The funny thing was, just before the race, Paul had been bragging how there was no way the older electricians could win against him. Even putting his money where his mouth was and betting £10 on his own victory with a few of the eager spectators! The only person on the whole site who didn’t know his fate seemed to be the poor lad himself.
It was great entertainment for everyone, Peter in particular, was really enjoying the show. The contestants in Paul’s race perfectly went along with the racing and letting Paul take the lead by a few metres. The final jump into the pit was filmed and posted all over the builders, roofers, plasterers, carpenters and construction social media pages and you tube. It was so well done and such funny viewing that a few months later, a modern social news channel got hold of it. When they posted it the video went viral and ended up getting over 2 million views!
Just goes to show that our building and construction work is not just about precision, skill and hard labour.
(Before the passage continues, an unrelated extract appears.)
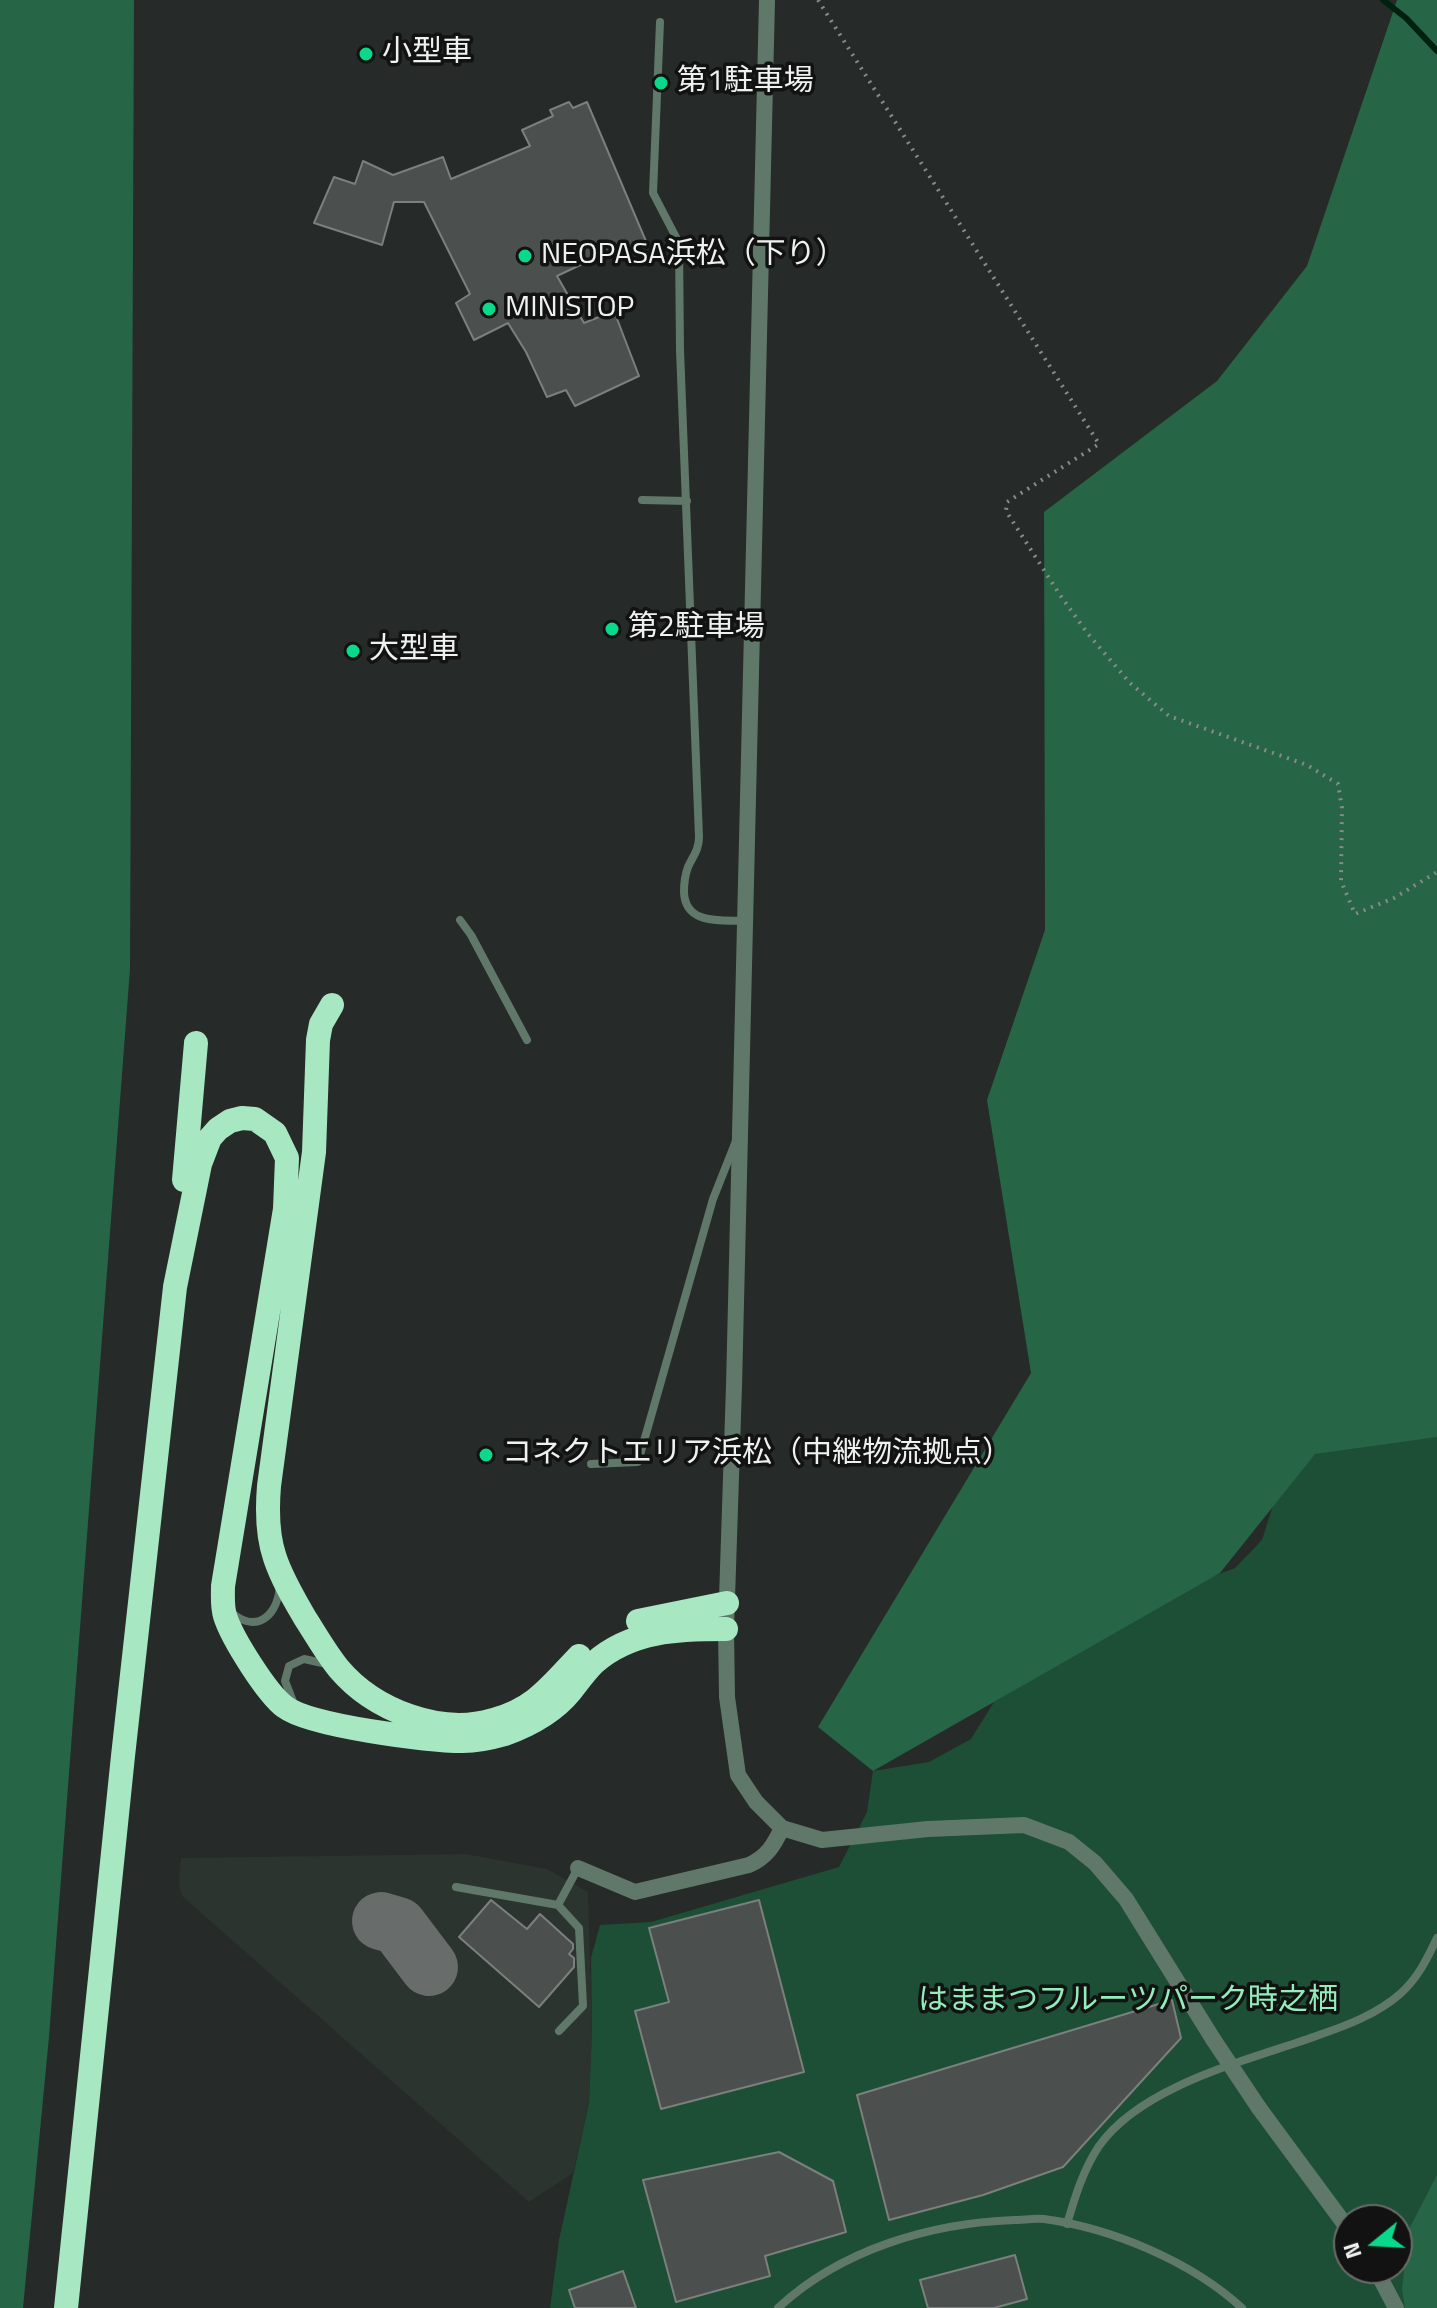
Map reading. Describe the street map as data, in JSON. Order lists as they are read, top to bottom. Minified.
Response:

We do like to create a fun working environment for ourselves. We get immensely proud of what we do and that job in particular was a master piece of engineering and design. The finished building was incredible, but it will always be remembered by us for the Cheltenham day race and the poor fate of a young brick layer!
In our roofing industry, along with the labour and skill that goes into our work we have to make sure that the customer is kept in the loop about the progress of the job at all times. We need to tell them when the materials have been ordered, how long till the end of a particular stage in the development of the project as well as making sure we achieve an end date.